Dataset entries
[Start of section]

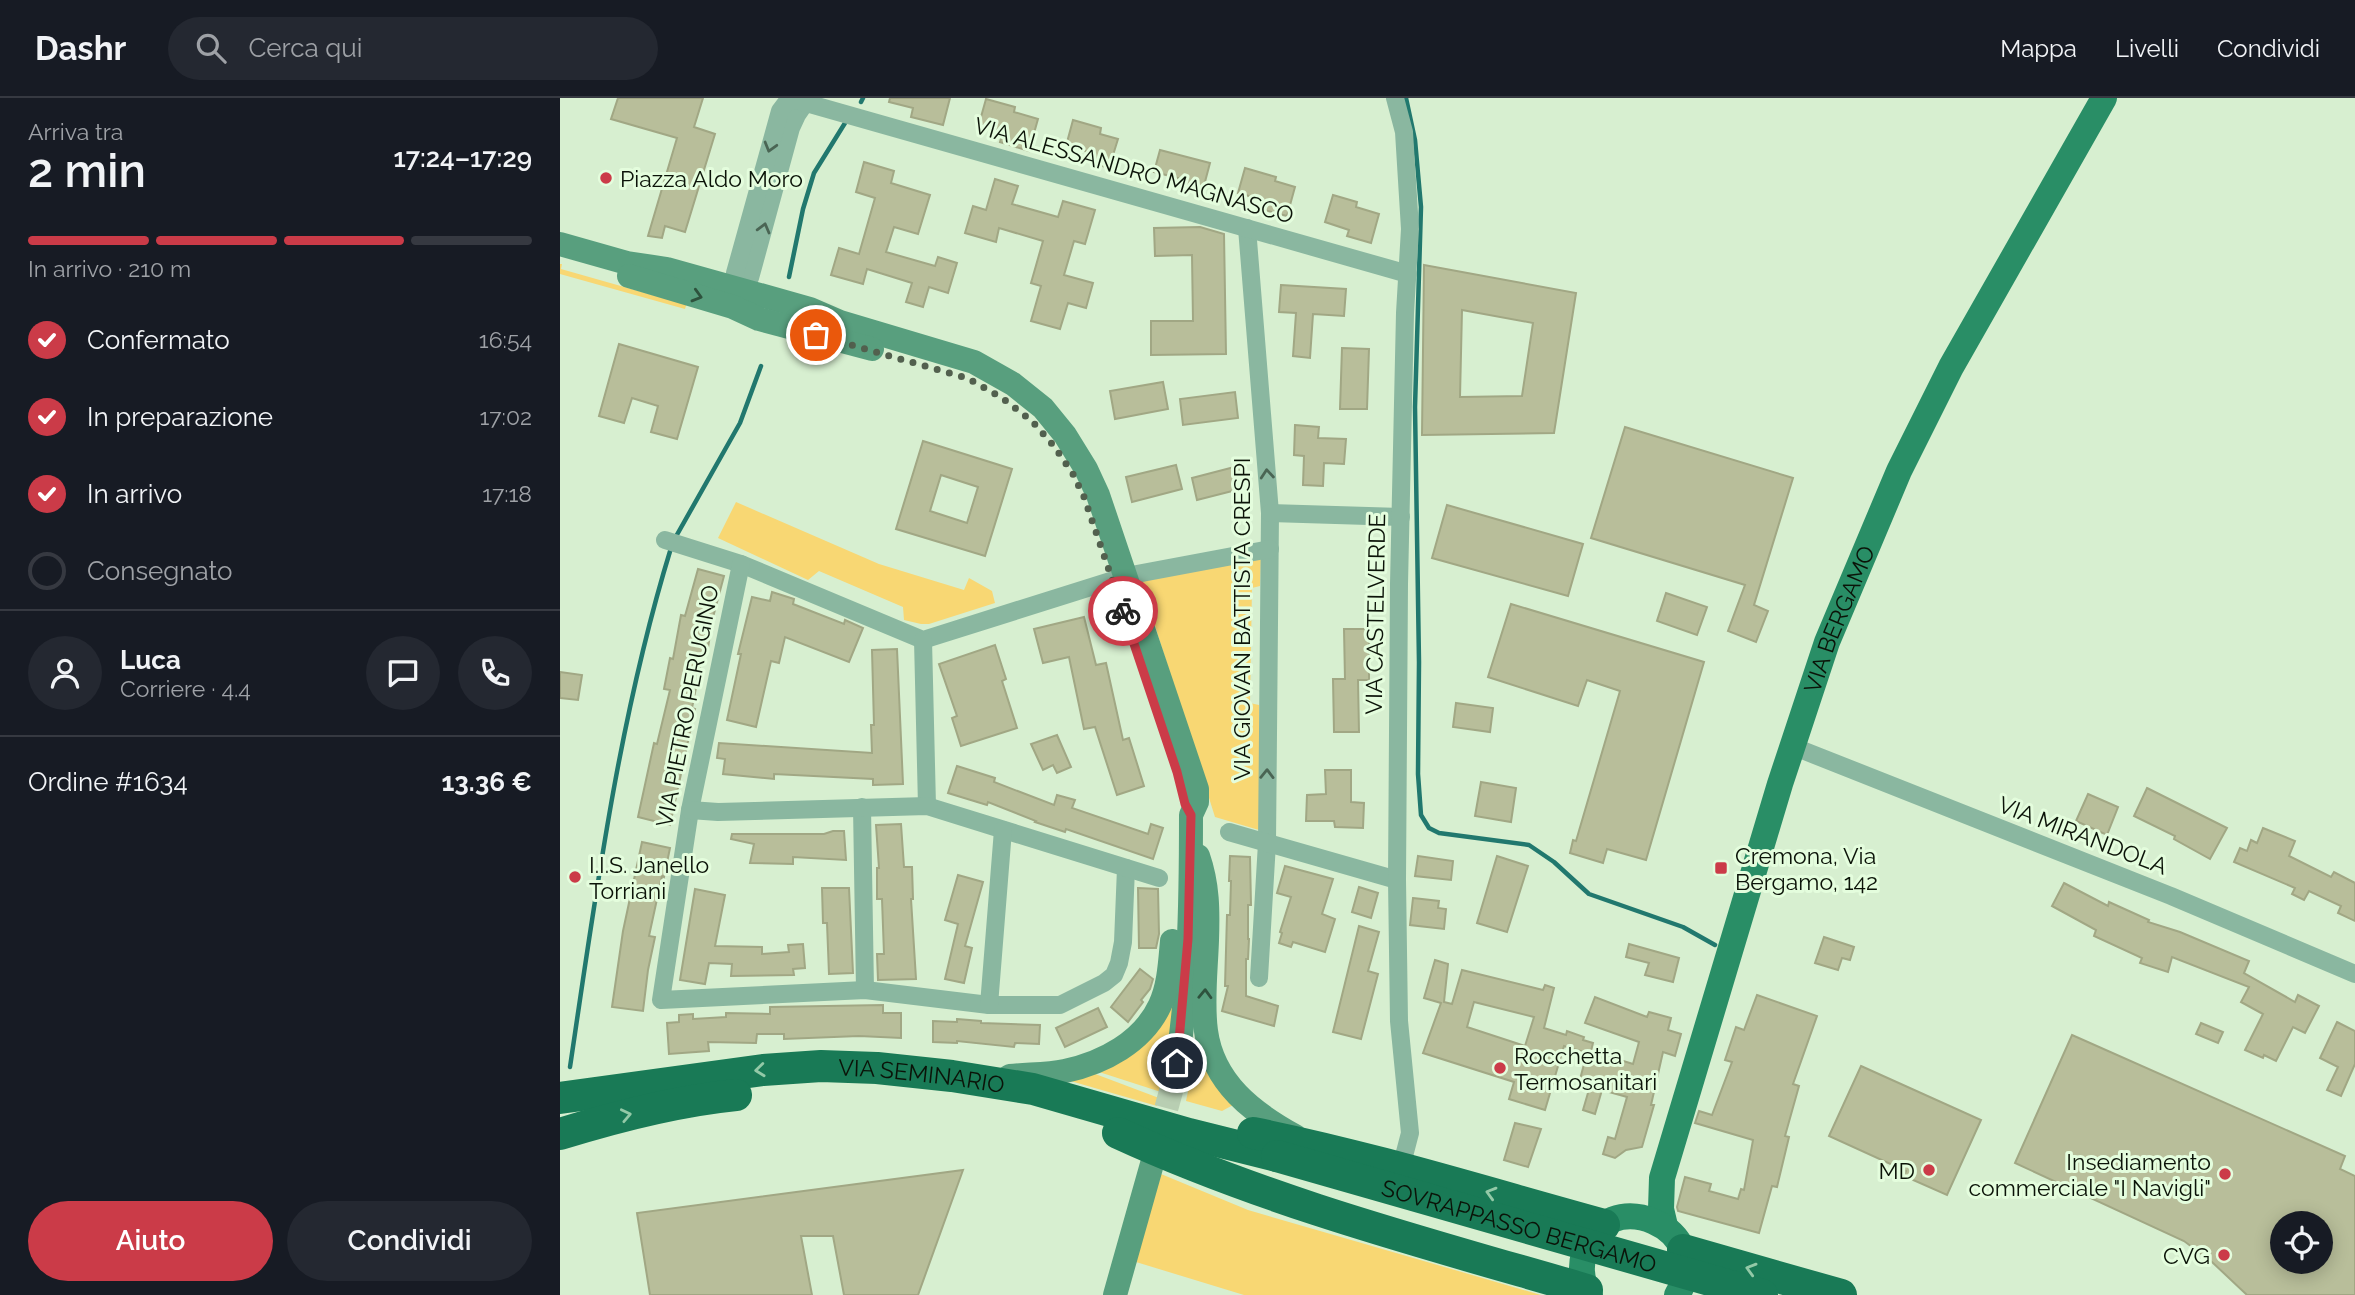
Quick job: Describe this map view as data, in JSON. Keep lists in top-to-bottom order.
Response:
{
  "streets": {
    "highway": ["VIA SEMINARIO", "SOVRAPPASSO BERGAMO"],
    "main road": ["VIA BERGAMO"],
    "street": [
      "VIA ALESSANDRO MAGNASCO",
      "VIA CASTELVERDE",
      "VIA GIOVAN BATTISTA CRESPI",
      "VIA PIETRO PERUGINO",
      "VIA MIRANDOLA"
    ]
  },
  "crossings": [
    ["VIA ALESSANDRO MAGNASCO", "VIA CASTELVERDE"],
    ["VIA ALESSANDRO MAGNASCO", "VIA GIOVAN BATTISTA CRESPI"],
    ["VIA BERGAMO", "VIA MIRANDOLA"],
    ["VIA BERGAMO", "SOVRAPPASSO BERGAMO"],
    ["VIA SEMINARIO", "SOVRAPPASSO BERGAMO"]
  ],
  "places": {
    "other": [
      "Piazza Aldo Moro",
      "I.I.S. Janello Torriani",
      "Rocchetta Termosanitari",
      "MD",
      "Insediamento commerciale \"I Navigli\"",
      "CVG"
    ],
    "transit": ["Cremona, Via Bergamo, 142"]
  },
  "page": {
    "header": "Dashr",
    "search": "Cerca qui",
    "nav": ["Mappa", "Livelli", "Condividi"],
    "heading": ["2 min", "Arriva tra", "17:24–17:29"],
    "panel": [
      "Luca",
      "Corriere · 4.4",
      "Ordine #1634",
      "13.36 €"
    ],
    "bar": "In arrivo · 210 m",
    "list": [
      ["Confermato", "16:54"],
      ["In preparazione", "17:02"],
      ["In arrivo", "17:18"],
      "Consegnato"
    ],
    "buttons": ["Aiuto", "Condividi"]
  }
}
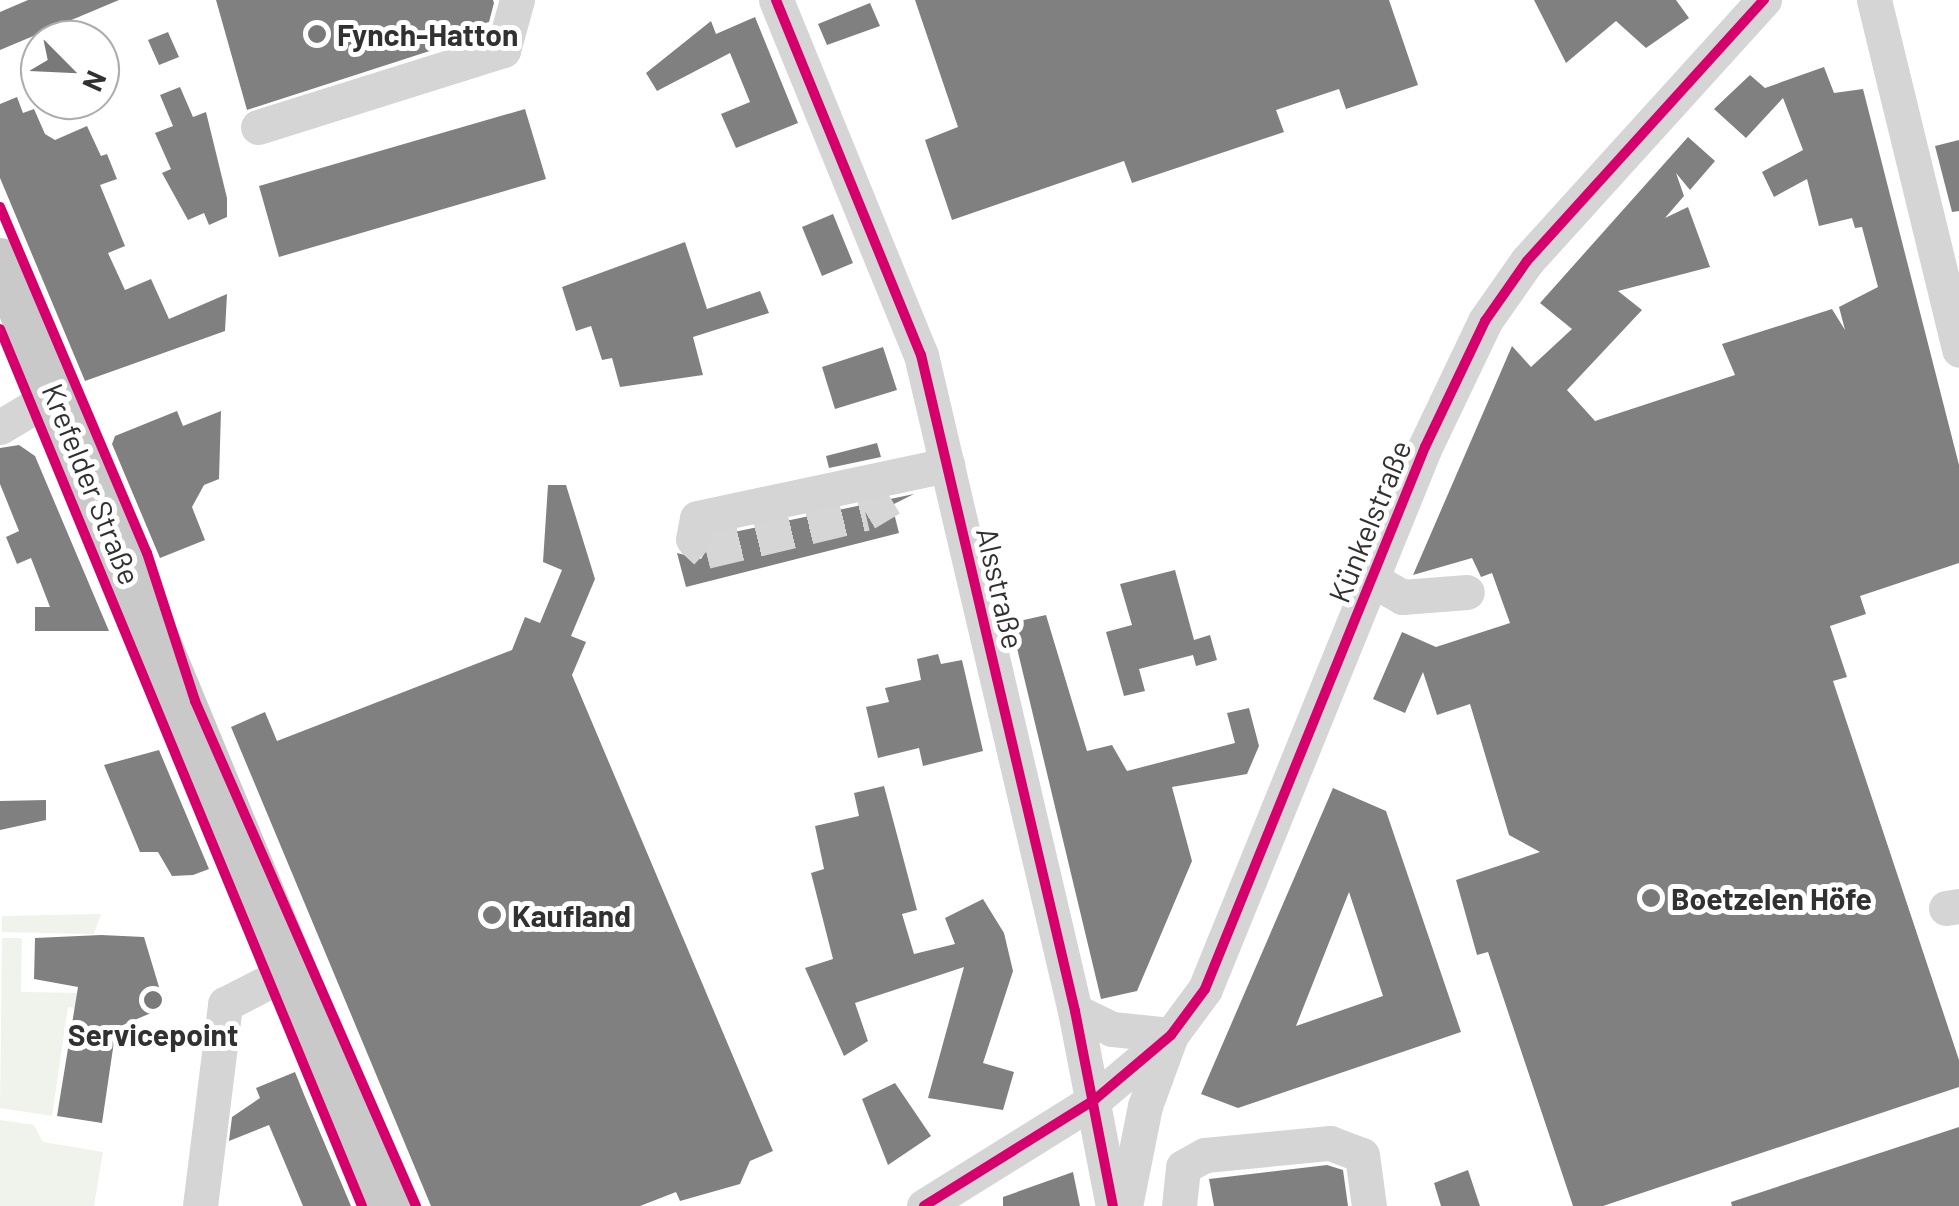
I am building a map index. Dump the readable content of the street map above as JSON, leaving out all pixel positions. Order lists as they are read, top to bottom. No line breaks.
{"streets":{"main road":["Krefelder Straße"],"street":["Künkelstraße","Alsstraße"]},"crossings":[["Künkelstraße","Alsstraße"]],"places":["Fynch-Hatton","Boetzelen Höfe","Kaufland","Servicepoint"],"north":"bottom right"}
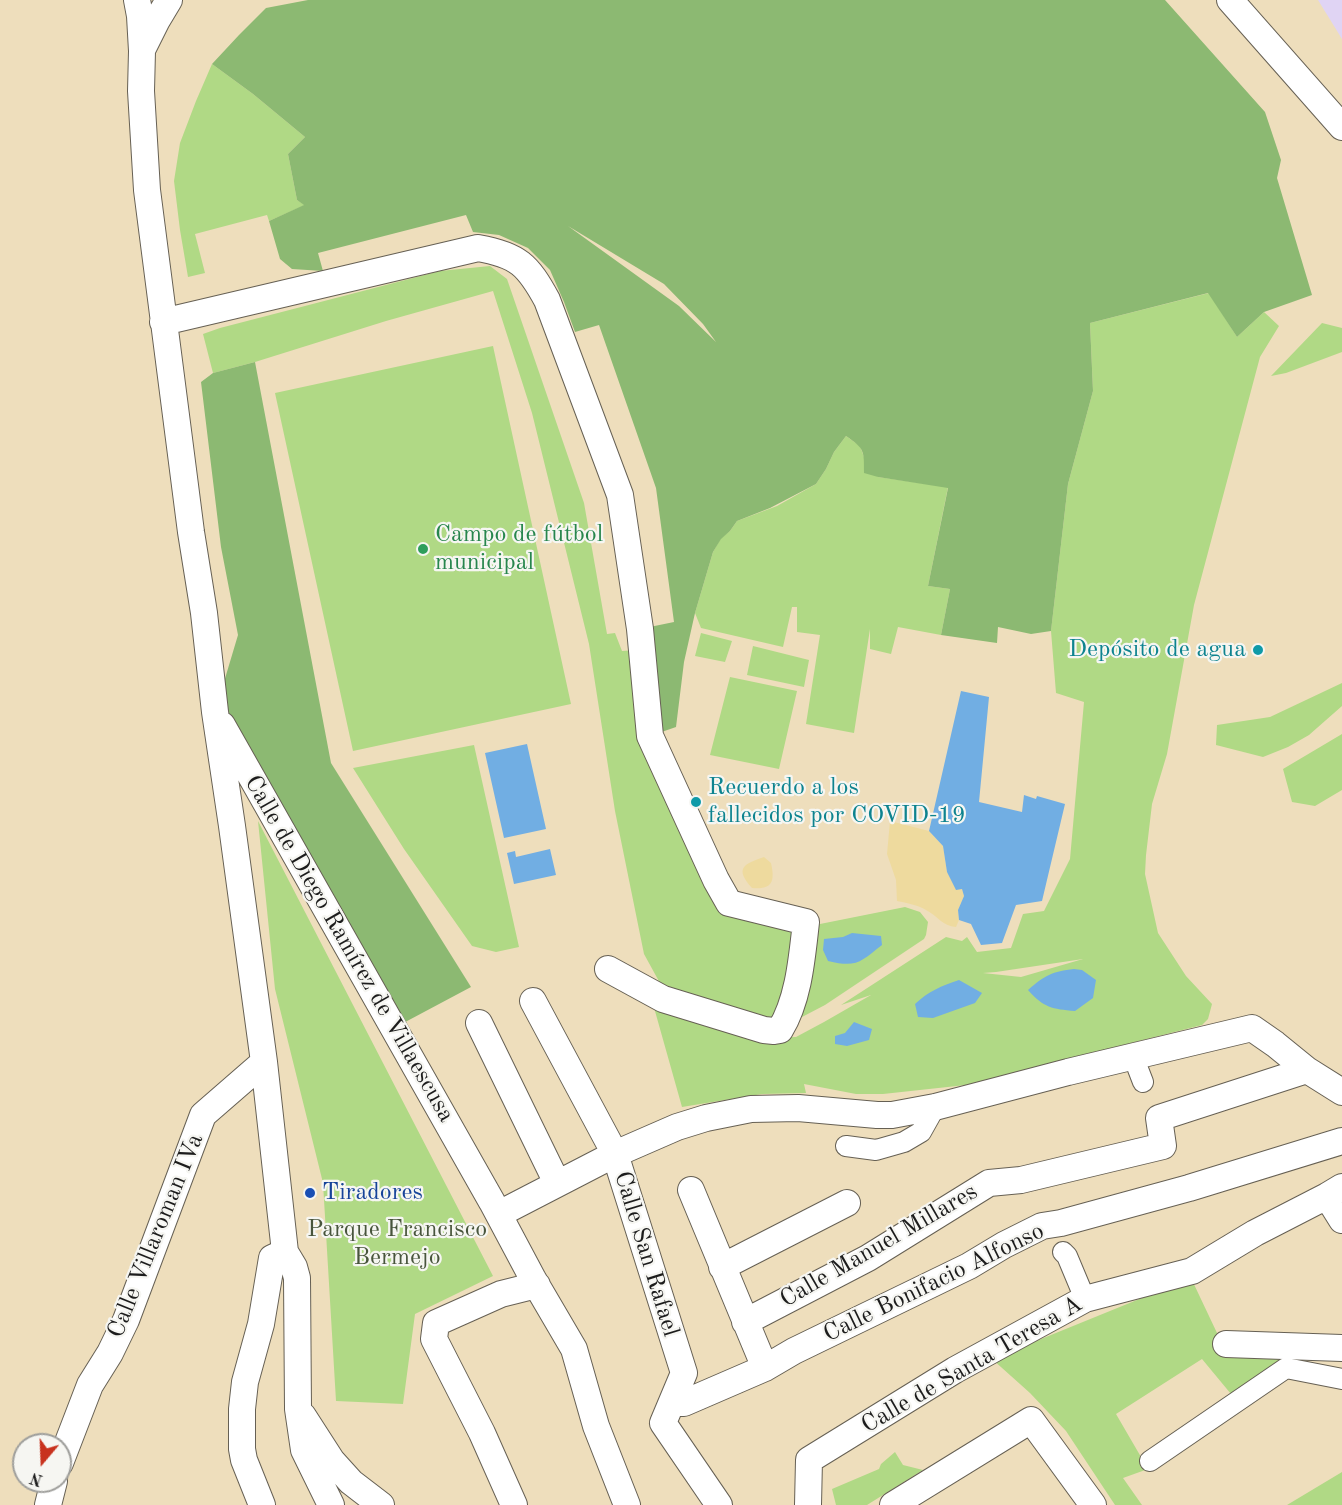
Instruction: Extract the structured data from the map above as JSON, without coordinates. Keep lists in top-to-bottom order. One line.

[End of section]

- Activity
Every line above that holds the string "Keep" should be copied into the answer.

- Result of the task
Quick job: Describe this map view as data, in JSON. Keep lists in top-to-bottom order.
Instruction: Extract the structured data from the map above as JSON, without coordinates. Keep lists in top-to-bottom order. One line.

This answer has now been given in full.